■ WHAT YOU WILL DO: What is needed here is an exact repetition of the records below, beginning at the line that has "height:32px; margin:-16px; padding:0" and stopping after the line that has "translate:-100% -50%; text-align:right".

■ EXTRACTED MATERIAL:

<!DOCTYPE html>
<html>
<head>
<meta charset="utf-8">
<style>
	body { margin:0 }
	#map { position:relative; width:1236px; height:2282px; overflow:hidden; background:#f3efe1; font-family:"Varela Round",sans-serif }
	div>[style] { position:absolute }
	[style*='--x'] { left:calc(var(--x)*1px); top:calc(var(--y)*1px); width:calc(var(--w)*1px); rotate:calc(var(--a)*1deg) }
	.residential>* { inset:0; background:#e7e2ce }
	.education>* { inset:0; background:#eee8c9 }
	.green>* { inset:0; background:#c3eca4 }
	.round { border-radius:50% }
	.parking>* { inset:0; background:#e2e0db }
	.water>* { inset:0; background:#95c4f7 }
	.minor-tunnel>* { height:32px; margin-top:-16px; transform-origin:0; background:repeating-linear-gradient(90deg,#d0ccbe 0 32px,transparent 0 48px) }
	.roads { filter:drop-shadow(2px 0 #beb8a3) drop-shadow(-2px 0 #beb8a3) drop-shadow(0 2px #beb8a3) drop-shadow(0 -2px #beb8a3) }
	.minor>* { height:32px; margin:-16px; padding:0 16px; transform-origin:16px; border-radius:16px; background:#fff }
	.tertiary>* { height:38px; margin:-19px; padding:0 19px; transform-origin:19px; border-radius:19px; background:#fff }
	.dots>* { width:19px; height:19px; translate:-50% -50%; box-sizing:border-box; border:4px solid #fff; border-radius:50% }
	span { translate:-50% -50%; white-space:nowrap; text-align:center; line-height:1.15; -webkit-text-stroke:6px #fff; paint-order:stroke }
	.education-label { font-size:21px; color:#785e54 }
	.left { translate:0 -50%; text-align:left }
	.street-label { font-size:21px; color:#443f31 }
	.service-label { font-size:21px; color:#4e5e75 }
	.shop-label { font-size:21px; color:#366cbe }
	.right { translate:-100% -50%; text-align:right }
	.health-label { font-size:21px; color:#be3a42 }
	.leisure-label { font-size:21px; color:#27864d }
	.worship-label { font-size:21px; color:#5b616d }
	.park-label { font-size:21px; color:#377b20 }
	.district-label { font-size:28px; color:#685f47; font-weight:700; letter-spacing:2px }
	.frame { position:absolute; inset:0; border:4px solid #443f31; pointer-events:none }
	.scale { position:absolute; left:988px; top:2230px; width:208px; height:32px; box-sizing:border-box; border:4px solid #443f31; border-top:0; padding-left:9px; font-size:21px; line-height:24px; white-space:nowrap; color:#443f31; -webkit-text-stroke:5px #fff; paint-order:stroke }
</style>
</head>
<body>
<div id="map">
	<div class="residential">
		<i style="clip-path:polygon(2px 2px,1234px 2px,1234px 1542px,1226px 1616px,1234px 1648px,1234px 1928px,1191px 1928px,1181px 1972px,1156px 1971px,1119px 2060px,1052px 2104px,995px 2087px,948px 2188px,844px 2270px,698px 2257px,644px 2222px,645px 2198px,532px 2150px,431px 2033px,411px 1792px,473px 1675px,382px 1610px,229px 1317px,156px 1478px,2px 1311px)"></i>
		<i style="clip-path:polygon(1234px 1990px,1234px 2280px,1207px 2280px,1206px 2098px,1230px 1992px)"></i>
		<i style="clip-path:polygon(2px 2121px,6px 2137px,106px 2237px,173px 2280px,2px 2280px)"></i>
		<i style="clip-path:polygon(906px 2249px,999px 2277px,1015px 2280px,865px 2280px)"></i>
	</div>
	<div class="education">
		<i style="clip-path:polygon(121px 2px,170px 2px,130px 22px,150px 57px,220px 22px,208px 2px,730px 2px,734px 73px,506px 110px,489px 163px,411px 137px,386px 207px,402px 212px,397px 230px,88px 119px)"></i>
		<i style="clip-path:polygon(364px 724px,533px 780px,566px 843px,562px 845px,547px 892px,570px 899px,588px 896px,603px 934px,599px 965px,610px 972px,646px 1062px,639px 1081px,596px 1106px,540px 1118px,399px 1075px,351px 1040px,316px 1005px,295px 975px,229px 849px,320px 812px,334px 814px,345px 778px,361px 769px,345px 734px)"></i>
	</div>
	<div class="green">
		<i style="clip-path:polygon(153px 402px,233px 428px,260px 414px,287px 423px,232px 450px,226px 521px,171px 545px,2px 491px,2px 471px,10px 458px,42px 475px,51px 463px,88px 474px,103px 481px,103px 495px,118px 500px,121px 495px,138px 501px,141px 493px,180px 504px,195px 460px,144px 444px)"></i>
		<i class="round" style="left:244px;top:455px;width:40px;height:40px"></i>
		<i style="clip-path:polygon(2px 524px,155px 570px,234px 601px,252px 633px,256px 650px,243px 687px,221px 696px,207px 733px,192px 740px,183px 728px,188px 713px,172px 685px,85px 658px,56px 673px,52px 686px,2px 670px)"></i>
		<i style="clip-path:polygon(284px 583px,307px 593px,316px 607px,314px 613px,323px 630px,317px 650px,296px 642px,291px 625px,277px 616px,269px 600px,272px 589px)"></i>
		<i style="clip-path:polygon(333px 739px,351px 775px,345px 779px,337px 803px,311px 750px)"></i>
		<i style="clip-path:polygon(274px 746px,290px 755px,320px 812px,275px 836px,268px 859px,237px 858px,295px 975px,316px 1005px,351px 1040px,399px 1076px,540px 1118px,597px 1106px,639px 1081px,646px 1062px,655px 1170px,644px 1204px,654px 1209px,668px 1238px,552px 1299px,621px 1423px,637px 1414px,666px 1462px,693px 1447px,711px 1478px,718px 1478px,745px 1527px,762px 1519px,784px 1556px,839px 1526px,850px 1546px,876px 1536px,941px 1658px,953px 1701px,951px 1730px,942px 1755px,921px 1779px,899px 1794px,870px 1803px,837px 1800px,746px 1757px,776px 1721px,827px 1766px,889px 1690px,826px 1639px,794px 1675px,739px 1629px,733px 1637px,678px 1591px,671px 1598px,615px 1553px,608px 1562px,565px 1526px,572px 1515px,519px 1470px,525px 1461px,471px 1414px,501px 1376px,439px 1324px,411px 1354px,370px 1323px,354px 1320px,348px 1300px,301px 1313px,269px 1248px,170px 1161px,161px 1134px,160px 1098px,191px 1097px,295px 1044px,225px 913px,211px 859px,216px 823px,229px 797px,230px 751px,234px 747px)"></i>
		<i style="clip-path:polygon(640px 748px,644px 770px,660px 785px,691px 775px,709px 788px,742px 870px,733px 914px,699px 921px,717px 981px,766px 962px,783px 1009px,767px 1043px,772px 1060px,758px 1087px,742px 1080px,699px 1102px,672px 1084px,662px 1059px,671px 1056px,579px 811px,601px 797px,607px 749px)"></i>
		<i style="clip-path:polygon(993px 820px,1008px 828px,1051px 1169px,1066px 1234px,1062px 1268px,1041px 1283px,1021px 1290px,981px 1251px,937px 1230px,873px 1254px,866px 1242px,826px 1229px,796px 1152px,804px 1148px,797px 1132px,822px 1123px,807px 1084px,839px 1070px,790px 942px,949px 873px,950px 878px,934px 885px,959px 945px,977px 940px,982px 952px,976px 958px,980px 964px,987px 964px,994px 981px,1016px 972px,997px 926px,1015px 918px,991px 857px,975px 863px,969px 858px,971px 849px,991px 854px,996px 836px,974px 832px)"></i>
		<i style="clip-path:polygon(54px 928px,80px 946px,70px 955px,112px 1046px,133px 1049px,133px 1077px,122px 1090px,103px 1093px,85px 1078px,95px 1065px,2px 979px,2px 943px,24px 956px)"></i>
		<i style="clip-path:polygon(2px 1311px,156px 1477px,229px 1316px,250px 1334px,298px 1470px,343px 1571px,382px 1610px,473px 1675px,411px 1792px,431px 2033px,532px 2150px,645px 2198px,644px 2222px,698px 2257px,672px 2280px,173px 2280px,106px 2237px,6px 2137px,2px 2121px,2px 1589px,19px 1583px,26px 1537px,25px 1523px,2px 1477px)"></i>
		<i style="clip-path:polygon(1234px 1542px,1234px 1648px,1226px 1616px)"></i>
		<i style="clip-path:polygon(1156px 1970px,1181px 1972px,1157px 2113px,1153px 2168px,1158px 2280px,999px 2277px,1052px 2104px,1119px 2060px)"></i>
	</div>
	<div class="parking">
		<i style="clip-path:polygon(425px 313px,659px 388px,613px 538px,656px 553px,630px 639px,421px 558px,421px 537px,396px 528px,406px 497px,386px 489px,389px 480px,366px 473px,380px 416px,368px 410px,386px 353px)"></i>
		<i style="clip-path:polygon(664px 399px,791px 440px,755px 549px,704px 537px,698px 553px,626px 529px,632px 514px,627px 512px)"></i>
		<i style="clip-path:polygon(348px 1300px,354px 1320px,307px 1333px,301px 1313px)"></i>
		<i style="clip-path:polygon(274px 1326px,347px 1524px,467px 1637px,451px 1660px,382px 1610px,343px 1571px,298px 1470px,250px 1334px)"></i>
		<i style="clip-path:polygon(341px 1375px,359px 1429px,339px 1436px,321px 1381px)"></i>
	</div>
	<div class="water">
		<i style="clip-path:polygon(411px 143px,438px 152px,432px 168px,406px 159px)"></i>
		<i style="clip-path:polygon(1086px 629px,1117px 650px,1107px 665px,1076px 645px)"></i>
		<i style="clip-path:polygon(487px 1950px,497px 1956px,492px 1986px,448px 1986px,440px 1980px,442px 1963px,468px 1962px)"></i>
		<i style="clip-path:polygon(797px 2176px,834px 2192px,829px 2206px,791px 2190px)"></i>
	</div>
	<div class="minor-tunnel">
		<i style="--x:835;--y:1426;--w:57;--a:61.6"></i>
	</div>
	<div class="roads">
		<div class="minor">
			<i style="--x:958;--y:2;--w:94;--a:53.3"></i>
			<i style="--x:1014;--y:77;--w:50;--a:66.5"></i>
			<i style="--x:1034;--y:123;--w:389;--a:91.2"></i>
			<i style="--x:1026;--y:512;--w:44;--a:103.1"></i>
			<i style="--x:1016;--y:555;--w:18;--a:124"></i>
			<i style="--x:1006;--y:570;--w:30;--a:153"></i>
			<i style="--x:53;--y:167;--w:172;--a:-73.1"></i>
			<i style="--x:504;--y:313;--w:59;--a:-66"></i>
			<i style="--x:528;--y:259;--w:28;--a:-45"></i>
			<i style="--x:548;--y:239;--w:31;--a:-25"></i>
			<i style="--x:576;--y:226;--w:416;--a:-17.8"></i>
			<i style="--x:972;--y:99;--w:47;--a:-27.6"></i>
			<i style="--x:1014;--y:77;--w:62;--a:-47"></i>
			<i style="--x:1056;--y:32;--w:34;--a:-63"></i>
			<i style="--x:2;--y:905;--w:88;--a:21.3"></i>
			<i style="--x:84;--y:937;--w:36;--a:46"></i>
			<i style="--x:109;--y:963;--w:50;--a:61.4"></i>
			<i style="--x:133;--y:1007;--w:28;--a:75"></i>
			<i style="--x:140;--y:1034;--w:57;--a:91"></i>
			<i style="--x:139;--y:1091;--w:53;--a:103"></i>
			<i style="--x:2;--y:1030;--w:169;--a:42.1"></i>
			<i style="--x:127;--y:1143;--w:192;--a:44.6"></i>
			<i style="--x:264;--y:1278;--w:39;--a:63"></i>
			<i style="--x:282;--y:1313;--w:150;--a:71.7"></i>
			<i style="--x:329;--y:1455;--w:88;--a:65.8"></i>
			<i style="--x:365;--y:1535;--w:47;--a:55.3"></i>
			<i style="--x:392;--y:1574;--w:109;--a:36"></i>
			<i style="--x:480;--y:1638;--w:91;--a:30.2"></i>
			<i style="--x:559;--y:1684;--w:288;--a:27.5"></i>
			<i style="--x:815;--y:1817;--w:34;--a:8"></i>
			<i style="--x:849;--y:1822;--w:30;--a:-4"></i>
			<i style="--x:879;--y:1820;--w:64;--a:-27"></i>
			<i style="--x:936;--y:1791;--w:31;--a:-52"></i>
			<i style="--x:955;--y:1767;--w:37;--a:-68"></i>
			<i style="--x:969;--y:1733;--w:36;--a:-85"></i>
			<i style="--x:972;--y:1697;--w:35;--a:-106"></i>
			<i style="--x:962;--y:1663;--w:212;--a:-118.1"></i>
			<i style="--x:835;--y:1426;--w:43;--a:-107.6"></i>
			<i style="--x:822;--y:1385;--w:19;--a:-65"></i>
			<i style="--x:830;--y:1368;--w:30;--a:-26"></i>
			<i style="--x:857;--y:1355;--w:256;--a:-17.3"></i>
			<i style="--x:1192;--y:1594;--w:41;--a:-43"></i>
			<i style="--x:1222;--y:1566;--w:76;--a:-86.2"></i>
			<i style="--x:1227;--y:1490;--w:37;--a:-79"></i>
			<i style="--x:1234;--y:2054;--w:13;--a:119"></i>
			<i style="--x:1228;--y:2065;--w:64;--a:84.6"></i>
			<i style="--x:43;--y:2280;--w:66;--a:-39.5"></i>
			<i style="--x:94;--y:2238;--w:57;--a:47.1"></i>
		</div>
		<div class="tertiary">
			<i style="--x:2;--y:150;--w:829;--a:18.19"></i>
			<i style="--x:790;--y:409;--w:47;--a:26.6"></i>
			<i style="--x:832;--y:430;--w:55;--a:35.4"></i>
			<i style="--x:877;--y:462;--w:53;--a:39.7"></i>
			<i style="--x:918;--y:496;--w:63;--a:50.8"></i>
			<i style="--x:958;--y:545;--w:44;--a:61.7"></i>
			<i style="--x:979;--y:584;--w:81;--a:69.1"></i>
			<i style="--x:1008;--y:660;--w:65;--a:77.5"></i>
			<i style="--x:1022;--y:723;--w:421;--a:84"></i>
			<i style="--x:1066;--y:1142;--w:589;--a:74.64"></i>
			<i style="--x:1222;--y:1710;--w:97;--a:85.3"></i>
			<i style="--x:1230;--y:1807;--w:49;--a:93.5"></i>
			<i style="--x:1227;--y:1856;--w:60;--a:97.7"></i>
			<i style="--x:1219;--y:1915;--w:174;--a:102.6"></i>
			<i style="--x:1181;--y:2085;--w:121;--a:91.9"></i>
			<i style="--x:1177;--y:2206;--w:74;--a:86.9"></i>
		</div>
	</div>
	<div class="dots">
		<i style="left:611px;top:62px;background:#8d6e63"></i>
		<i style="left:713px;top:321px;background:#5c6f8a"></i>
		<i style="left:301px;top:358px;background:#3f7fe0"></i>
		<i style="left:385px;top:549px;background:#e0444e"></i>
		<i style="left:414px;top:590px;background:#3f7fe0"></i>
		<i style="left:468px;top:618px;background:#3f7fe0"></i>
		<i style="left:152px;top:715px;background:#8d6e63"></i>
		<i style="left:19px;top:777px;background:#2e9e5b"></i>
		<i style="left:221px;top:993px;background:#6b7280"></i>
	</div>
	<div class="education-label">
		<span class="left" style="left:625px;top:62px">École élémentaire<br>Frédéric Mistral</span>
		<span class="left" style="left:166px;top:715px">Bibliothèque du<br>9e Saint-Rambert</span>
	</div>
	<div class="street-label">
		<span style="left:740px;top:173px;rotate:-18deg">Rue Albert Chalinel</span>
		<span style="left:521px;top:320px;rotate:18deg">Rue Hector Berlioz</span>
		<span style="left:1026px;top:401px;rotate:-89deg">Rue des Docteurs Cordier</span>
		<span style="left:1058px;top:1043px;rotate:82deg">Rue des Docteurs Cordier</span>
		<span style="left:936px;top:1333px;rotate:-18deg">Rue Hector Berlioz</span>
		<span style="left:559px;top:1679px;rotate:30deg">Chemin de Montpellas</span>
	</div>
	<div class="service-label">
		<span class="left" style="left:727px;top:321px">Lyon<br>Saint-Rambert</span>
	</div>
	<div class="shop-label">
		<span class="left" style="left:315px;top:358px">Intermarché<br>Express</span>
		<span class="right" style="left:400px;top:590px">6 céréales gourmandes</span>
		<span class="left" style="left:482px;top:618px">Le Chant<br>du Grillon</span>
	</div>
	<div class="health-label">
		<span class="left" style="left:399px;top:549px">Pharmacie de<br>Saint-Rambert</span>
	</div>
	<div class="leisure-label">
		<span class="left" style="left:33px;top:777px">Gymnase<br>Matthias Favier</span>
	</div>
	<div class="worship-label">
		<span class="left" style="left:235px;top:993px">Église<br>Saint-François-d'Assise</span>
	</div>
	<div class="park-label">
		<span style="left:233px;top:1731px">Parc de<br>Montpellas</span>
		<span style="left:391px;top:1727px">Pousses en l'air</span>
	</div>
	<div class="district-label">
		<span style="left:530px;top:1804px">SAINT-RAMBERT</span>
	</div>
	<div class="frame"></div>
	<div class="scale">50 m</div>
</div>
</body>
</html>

■ TASK OUTPUT:
	.minor>* { height:32px; margin:-16px; padding:0 16px; transform-origin:16px; border-radius:16px; background:#fff }
	.tertiary>* { height:38px; margin:-19px; padding:0 19px; transform-origin:19px; border-radius:19px; background:#fff }
	.dots>* { width:19px; height:19px; translate:-50% -50%; box-sizing:border-box; border:4px solid #fff; border-radius:50% }
	span { translate:-50% -50%; white-space:nowrap; text-align:center; line-height:1.15; -webkit-text-stroke:6px #fff; paint-order:stroke }
	.education-label { font-size:21px; color:#785e54 }
	.left { translate:0 -50%; text-align:left }
	.street-label { font-size:21px; color:#443f31 }
	.service-label { font-size:21px; color:#4e5e75 }
	.shop-label { font-size:21px; color:#366cbe }
	.right { translate:-100% -50%; text-align:right }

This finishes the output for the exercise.